U.S. airlines to defend $54 billion COVID-19 government lifeline
WASHINGTON, Dec 15 (Reuters) – Major U.S. airlines Wednesday will defend a $54 billion COVID-19 government lifeline even as they face operational challenges and work to speed hiring to address rising demand.
The Senate Commerce Committee will hear from the chief executives of American Airlines (AAL.O), Southwest Airlines (LUV.N) and United Airlines , as well as the chief of operations for Delta Air Lines (DAL.N) and the head of a large flight attendants unions. Others like JetBlue Airways and Alaska Air Group are submitting written statements.
“It’s not an exaggeration to say the program saved the airline industry,” American CEO Doug Parker will say.
Senator Maria Cantwell, the committee chair, pressed airline CEOs to take part in the oversight hearing after she sent major carriers letters about reports of workforce shortages, significant flight cancellations, and delays.
Lawmakers are expected to quiz executives about how carriers used pandemic-related federal bailout funds, staffing issues and other matters.
Congress approved $54 billion in three rounds covering much of U.S. airline payroll costs for 18 months.

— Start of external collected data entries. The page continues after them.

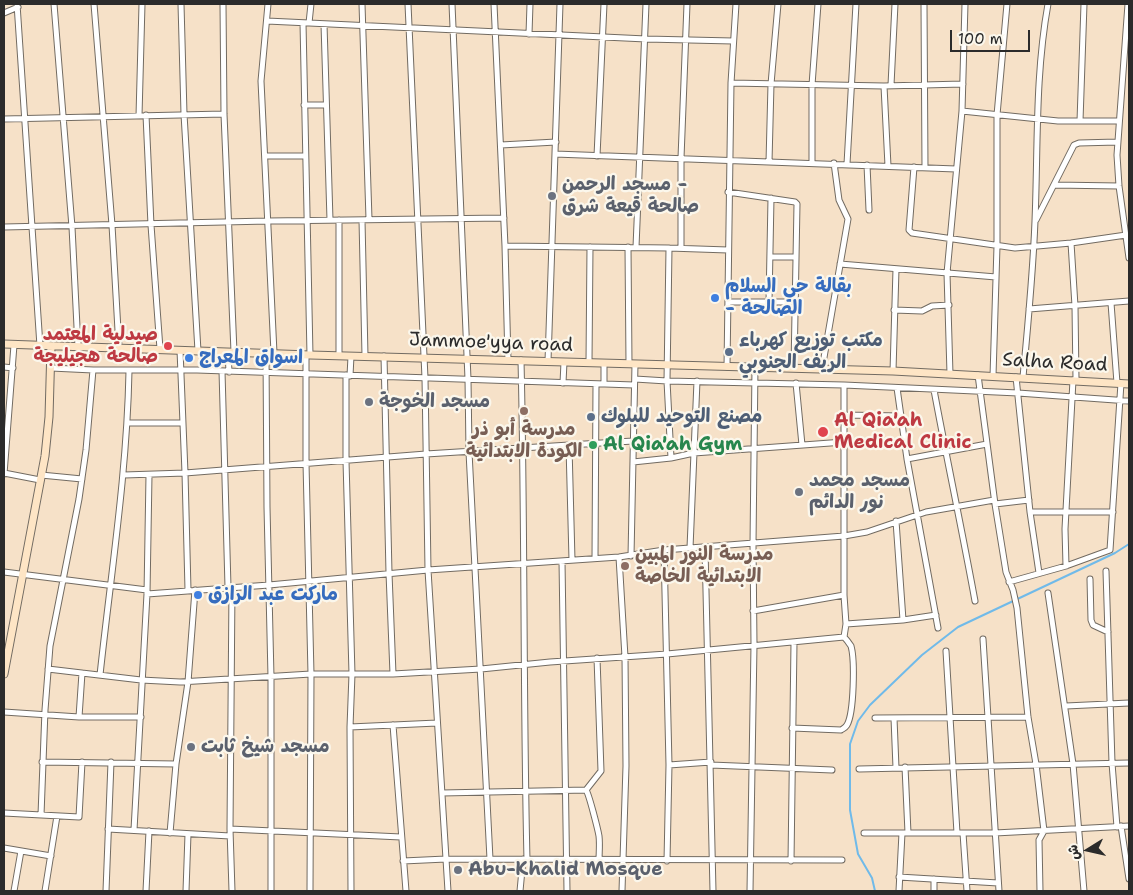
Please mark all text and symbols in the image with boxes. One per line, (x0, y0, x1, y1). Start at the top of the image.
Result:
scale bar (953, 20, 1033, 52)
text: 100 m (958, 29, 1003, 49)
place label: مسجد الرحمن - صالحة قيعة شرق (562, 174, 699, 218)
marker: مسجد الرحمن - صالحة قيعة شرق (546, 190, 558, 202)
place label: بقالة حي السلام - الصالحة (725, 276, 852, 320)
marker: بقالة حي السلام - الصالحة (709, 292, 721, 304)
place label: صيدلية المعتمد صالحة هجيليجة (33, 324, 158, 368)
street label: Jammoe'yya road (409, 329, 573, 357)
place label: مكتب توزيع كهرباء الريف الجنوبي (739, 330, 883, 374)
marker: صيدلية المعتمد صالحة هجيليجة (162, 340, 174, 352)
marker: مكتب توزيع كهرباء الريف الجنوبي (723, 346, 735, 358)
place label: اسواق المعراج (199, 347, 303, 369)
street label: Salha Road (1002, 349, 1108, 377)
marker: اسواق المعراج (183, 352, 195, 364)
place label: مسجد الخوجة (379, 391, 490, 413)
marker: مسجد الخوجة (363, 396, 375, 408)
marker: مدرسة أبو ذر الكودة الابتدائية (518, 405, 530, 417)
place label: مصنع التوحيد للبلوك (601, 406, 762, 428)
place label: Al Qia'ah Medical Clinic (834, 410, 972, 454)
marker: مصنع التوحيد للبلوك (585, 411, 597, 423)
place label: مدرسة أبو ذر الكودة الابتدائية (466, 419, 582, 463)
marker: Al Qia'ah Medical Clinic (816, 425, 830, 439)
place label: Al Qia'ah Gym (603, 434, 742, 456)
marker: Al Qia'ah Gym (587, 439, 599, 451)
place label: مسجد محمد نور الدائم (809, 470, 910, 514)
marker: مسجد محمد نور الدائم (793, 486, 805, 498)
place label: مدرسة النور المبين الابتدائية الخاصة (635, 544, 773, 588)
marker: مدرسة النور المبين الابتدائية الخاصة (619, 560, 631, 572)
place label: ماركت عبد الرازق (208, 584, 338, 606)
marker: ماركت عبد الرازق (192, 589, 204, 601)
place label: مسجد شيخ ثابت (201, 736, 329, 758)
marker: مسجد شيخ ثابت (185, 741, 197, 753)
north arrow (1063, 825, 1113, 875)
text: ش (1063, 843, 1083, 862)
place label: Abu-Khalid Mosque (468, 859, 663, 881)
marker: Abu-Khalid Mosque (452, 864, 464, 876)

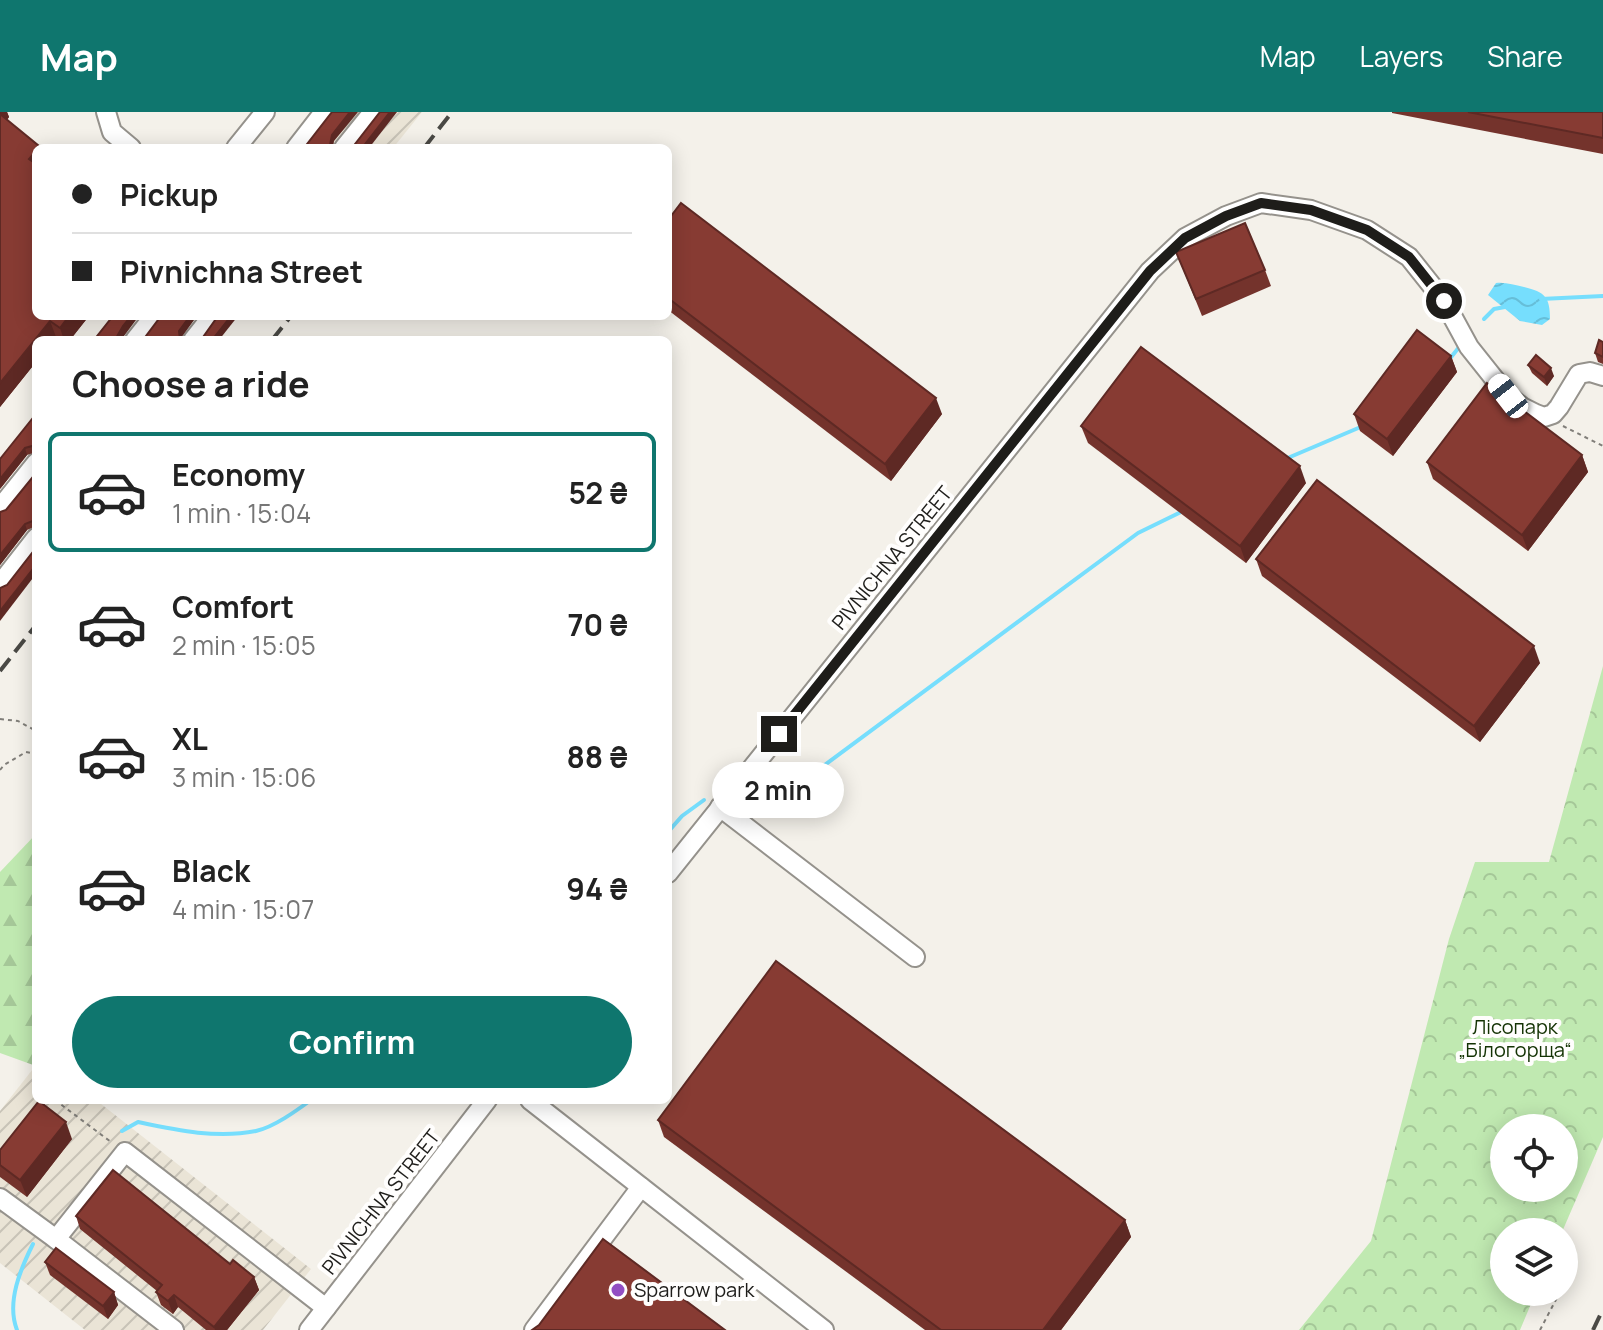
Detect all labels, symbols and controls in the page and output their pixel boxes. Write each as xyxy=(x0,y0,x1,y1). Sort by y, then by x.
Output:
text: Map xyxy=(40,30,118,82)
text: Map xyxy=(1260,37,1316,75)
text: Layers xyxy=(1360,37,1443,75)
text: Share xyxy=(1487,37,1563,75)
text: Pickup xyxy=(120,174,218,215)
text: Pivnichna Street xyxy=(120,251,363,292)
route start xyxy=(1426,283,1462,319)
text: Choose a ride xyxy=(72,359,310,408)
car xyxy=(1484,370,1532,422)
text: Economy xyxy=(172,454,305,495)
icon: car xyxy=(76,456,148,528)
text: 52 ₴ xyxy=(569,472,628,513)
street label: PIVNICHNA STREET xyxy=(825,480,958,635)
text: 1 min · 15:04 xyxy=(172,495,311,531)
text: Comfort xyxy=(172,586,294,627)
icon: car xyxy=(76,588,148,660)
text: 70 ₴ xyxy=(567,604,628,645)
text: 2 min · 15:05 xyxy=(172,627,316,663)
route end xyxy=(761,716,797,752)
text: XL xyxy=(172,718,208,759)
icon: car xyxy=(76,720,148,792)
text: 88 ₴ xyxy=(566,736,628,777)
text: 3 min · 15:06 xyxy=(172,759,316,795)
callout: 2 min xyxy=(713,762,845,818)
text: 2 min xyxy=(744,772,812,808)
text: Black xyxy=(172,850,250,891)
icon: car xyxy=(76,852,148,924)
text: 94 ₴ xyxy=(566,868,628,909)
text: 4 min · 15:07 xyxy=(172,891,314,927)
button: Confirm xyxy=(72,996,632,1088)
park label: Лісопарк „Білогорща“ xyxy=(1458,1013,1572,1063)
map controls xyxy=(1490,1114,1578,1306)
button: locate xyxy=(1490,1114,1578,1202)
street label: PIVNICHNA STREET xyxy=(315,1124,446,1280)
button: layers xyxy=(1490,1218,1578,1306)
place label: Sparrow park xyxy=(634,1276,755,1303)
marker: Sparrow park xyxy=(609,1281,627,1299)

Cantwell will call the payroll support program (PSP) a “historic investment to sustain a critical sector of the U.S. economy by ensuring airlines had funding to continue paying their employees,” her office said, adding “PSP saved the jobs and livelihoods of hundreds of thousands of workers across the U.S. airline industry.”
Airlines, in written testimony first reported by Reuters, say they are aggressively hiring and defended the assistance. They warn COVID-19 remains a drag on demand and below 2019 levels.
“The Omicron variant has created further uncertainty, and there is no clear consensus on when business and international travel will return,” Delta’s John Laughter will say.
Many other countries’ aviation COVID-19 assistance required a higher percentage of funds repayment, while other U.S. industries did not get the same government financial support. U.S. airlines spurned conditions some lawmakers sought to add like cutting carbon emissions.
Out of $54 billion, airlines must repay $14 billion, or 26.2%, and Treasury holds warrants currently worth approximately $200 million, a Commerce Committee memo says. Treasury also extended $25 billion in low-cost government loans to carriers.
The memo said payroll assistance “enabled the United States to outperform Europe and Asia in terms of an air travel recovery following the pandemic.”
Sara Nelson, president of the Association of Flight Attendants-CWA, said in written testimony airline “staffing is above pre-pandemic levels if compared to the number of flight hours airlines are flying. But aviation workers are not as willing to pick up overtime due to the combative passengers and concerns around COVID.”
Airlines for America, an industry trade group, told the committee that without the assistance “airlines undoubtedly would have reduced capacity commensurate with the drop in passenger traffic to avoid a steep drop in load factor.”
The group estimates “that approximately 50,000 airline employees opted for early retirement or voluntary separation.”
Airlines accepting government assistance that funded payroll costs through Sept. 30 were prohibited from furloughs or firing workers and faced limits on executive compensation and bans on stock buybacks and dividends.